▶ Exercise
When you reach the listing, restate it word for word, leaving nothing out.

▶ Data extracts
* * * * *

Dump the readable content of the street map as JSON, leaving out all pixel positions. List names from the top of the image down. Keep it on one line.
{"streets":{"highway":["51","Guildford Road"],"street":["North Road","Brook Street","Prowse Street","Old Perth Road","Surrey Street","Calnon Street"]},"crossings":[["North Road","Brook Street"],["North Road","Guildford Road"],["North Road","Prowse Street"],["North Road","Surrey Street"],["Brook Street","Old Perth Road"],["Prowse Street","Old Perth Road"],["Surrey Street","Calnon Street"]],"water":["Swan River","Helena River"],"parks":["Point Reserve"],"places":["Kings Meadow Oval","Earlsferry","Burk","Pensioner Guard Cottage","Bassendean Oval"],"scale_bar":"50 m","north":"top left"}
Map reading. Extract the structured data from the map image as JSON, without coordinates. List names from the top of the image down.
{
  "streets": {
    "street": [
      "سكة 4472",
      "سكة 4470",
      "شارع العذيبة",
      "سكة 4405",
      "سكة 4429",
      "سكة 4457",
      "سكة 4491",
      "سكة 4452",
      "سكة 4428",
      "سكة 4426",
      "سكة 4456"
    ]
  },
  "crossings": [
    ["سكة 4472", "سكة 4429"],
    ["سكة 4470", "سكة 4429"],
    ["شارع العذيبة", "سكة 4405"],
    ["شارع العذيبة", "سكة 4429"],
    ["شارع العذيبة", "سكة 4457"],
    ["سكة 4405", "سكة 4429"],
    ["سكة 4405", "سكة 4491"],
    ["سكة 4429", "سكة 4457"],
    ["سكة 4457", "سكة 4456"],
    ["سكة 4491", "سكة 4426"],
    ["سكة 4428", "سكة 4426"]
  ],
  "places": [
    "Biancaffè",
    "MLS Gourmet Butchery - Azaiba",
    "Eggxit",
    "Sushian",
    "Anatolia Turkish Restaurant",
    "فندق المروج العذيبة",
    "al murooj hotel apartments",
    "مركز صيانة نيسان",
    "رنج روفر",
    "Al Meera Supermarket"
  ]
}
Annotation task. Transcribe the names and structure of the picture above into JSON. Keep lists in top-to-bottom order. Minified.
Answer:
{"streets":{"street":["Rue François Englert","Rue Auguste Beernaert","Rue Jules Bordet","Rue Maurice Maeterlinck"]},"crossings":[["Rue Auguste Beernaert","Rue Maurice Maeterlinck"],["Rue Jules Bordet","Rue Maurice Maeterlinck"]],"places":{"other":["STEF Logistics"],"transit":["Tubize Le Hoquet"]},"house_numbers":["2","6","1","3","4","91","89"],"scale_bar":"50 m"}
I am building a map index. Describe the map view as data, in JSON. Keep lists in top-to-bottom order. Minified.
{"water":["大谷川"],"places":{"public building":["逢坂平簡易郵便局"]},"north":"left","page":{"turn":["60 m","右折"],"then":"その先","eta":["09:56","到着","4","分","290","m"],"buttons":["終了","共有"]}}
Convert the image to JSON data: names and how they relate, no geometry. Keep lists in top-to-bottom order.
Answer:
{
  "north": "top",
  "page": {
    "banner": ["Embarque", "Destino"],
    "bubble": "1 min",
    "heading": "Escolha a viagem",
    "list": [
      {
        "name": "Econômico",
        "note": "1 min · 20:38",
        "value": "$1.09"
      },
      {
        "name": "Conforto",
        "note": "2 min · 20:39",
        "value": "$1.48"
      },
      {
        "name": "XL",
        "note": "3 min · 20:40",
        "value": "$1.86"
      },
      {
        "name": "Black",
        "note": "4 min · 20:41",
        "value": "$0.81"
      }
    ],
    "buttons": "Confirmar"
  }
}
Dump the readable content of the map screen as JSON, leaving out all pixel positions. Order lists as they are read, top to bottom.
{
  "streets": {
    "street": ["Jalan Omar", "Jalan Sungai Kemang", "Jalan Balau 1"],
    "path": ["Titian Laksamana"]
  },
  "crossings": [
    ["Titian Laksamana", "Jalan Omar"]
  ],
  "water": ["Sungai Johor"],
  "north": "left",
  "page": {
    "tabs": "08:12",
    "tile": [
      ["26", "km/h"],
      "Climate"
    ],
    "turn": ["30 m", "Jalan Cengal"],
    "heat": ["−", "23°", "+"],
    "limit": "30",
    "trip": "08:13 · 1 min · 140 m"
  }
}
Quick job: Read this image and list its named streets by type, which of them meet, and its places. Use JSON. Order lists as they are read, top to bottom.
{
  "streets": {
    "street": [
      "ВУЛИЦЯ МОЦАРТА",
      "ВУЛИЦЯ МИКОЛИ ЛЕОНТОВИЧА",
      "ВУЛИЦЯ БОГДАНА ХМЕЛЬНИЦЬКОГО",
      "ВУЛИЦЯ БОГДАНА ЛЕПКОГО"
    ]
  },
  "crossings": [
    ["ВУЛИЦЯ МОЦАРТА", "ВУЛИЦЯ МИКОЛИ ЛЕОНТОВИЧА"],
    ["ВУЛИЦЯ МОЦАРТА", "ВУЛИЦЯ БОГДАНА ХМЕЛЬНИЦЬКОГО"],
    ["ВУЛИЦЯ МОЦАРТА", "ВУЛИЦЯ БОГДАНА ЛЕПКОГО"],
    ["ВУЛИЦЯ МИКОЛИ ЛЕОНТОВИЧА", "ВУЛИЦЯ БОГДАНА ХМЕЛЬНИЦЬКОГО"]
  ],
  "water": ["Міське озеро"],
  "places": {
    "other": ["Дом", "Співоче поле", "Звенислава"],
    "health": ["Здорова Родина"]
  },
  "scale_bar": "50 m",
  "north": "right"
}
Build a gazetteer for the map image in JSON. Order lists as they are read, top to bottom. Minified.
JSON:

* * * * *

▶ Result for this exercise
Dump the readable content of the street map as JSON, leaving out all pixel positions. List names from the top of the image down. Keep it on one line.
{"streets":{"highway":["51","Guildford Road"],"street":["North Road","Brook Street","Prowse Street","Old Perth Road","Surrey Street","Calnon Street"]},"crossings":[["North Road","Brook Street"],["North Road","Guildford Road"],["North Road","Prowse Street"],["North Road","Surrey Street"],["Brook Street","Old Perth Road"],["Prowse Street","Old Perth Road"],["Surrey Street","Calnon Street"]],"water":["Swan River","Helena River"],"parks":["Point Reserve"],"places":["Kings Meadow Oval","Earlsferry","Burk","Pensioner Guard Cottage","Bassendean Oval"],"scale_bar":"50 m","north":"top left"}
Map reading. Extract the structured data from the map image as JSON, without coordinates. List names from the top of the image down.
{
  "streets": {
    "street": [
      "سكة 4472",
      "سكة 4470",
      "شارع العذيبة",
      "سكة 4405",
      "سكة 4429",
      "سكة 4457",
      "سكة 4491",
      "سكة 4452",
      "سكة 4428",
      "سكة 4426",
      "سكة 4456"
    ]
  },
  "crossings": [
    ["سكة 4472", "سكة 4429"],
    ["سكة 4470", "سكة 4429"],
    ["شارع العذيبة", "سكة 4405"],
    ["شارع العذيبة", "سكة 4429"],
    ["شارع العذيبة", "سكة 4457"],
    ["سكة 4405", "سكة 4429"],
    ["سكة 4405", "سكة 4491"],
    ["سكة 4429", "سكة 4457"],
    ["سكة 4457", "سكة 4456"],
    ["سكة 4491", "سكة 4426"],
    ["سكة 4428", "سكة 4426"]
  ],
  "places": [
    "Biancaffè",
    "MLS Gourmet Butchery - Azaiba",
    "Eggxit",
    "Sushian",
    "Anatolia Turkish Restaurant",
    "فندق المروج العذيبة",
    "al murooj hotel apartments",
    "مركز صيانة نيسان",
    "رنج روفر",
    "Al Meera Supermarket"
  ]
}
Annotation task. Transcribe the names and structure of the picture above into JSON. Keep lists in top-to-bottom order. Minified.
Answer:
{"streets":{"street":["Rue François Englert","Rue Auguste Beernaert","Rue Jules Bordet","Rue Maurice Maeterlinck"]},"crossings":[["Rue Auguste Beernaert","Rue Maurice Maeterlinck"],["Rue Jules Bordet","Rue Maurice Maeterlinck"]],"places":{"other":["STEF Logistics"],"transit":["Tubize Le Hoquet"]},"house_numbers":["2","6","1","3","4","91","89"],"scale_bar":"50 m"}
I am building a map index. Describe the map view as data, in JSON. Keep lists in top-to-bottom order. Minified.
{"water":["大谷川"],"places":{"public building":["逢坂平簡易郵便局"]},"north":"left","page":{"turn":["60 m","右折"],"then":"その先","eta":["09:56","到着","4","分","290","m"],"buttons":["終了","共有"]}}
Convert the image to JSON data: names and how they relate, no geometry. Keep lists in top-to-bottom order.
Answer:
{
  "north": "top",
  "page": {
    "banner": ["Embarque", "Destino"],
    "bubble": "1 min",
    "heading": "Escolha a viagem",
    "list": [
      {
        "name": "Econômico",
        "note": "1 min · 20:38",
        "value": "$1.09"
      },
      {
        "name": "Conforto",
        "note": "2 min · 20:39",
        "value": "$1.48"
      },
      {
        "name": "XL",
        "note": "3 min · 20:40",
        "value": "$1.86"
      },
      {
        "name": "Black",
        "note": "4 min · 20:41",
        "value": "$0.81"
      }
    ],
    "buttons": "Confirmar"
  }
}
Dump the readable content of the map screen as JSON, leaving out all pixel positions. Order lists as they are read, top to bottom.
{
  "streets": {
    "street": ["Jalan Omar", "Jalan Sungai Kemang", "Jalan Balau 1"],
    "path": ["Titian Laksamana"]
  },
  "crossings": [
    ["Titian Laksamana", "Jalan Omar"]
  ],
  "water": ["Sungai Johor"],
  "north": "left",
  "page": {
    "tabs": "08:12",
    "tile": [
      ["26", "km/h"],
      "Climate"
    ],
    "turn": ["30 m", "Jalan Cengal"],
    "heat": ["−", "23°", "+"],
    "limit": "30",
    "trip": "08:13 · 1 min · 140 m"
  }
}
Quick job: Read this image and list its named streets by type, which of them meet, and its places. Use JSON. Order lists as they are read, top to bottom.
{
  "streets": {
    "street": [
      "ВУЛИЦЯ МОЦАРТА",
      "ВУЛИЦЯ МИКОЛИ ЛЕОНТОВИЧА",
      "ВУЛИЦЯ БОГДАНА ХМЕЛЬНИЦЬКОГО",
      "ВУЛИЦЯ БОГДАНА ЛЕПКОГО"
    ]
  },
  "crossings": [
    ["ВУЛИЦЯ МОЦАРТА", "ВУЛИЦЯ МИКОЛИ ЛЕОНТОВИЧА"],
    ["ВУЛИЦЯ МОЦАРТА", "ВУЛИЦЯ БОГДАНА ХМЕЛЬНИЦЬКОГО"],
    ["ВУЛИЦЯ МОЦАРТА", "ВУЛИЦЯ БОГДАНА ЛЕПКОГО"],
    ["ВУЛИЦЯ МИКОЛИ ЛЕОНТОВИЧА", "ВУЛИЦЯ БОГДАНА ХМЕЛЬНИЦЬКОГО"]
  ],
  "water": ["Міське озеро"],
  "places": {
    "other": ["Дом", "Співоче поле", "Звенислава"],
    "health": ["Здорова Родина"]
  },
  "scale_bar": "50 m",
  "north": "right"
}
Build a gazetteer for the map image in JSON. Order lists as they are read, top to bottom. Minified.
JSON:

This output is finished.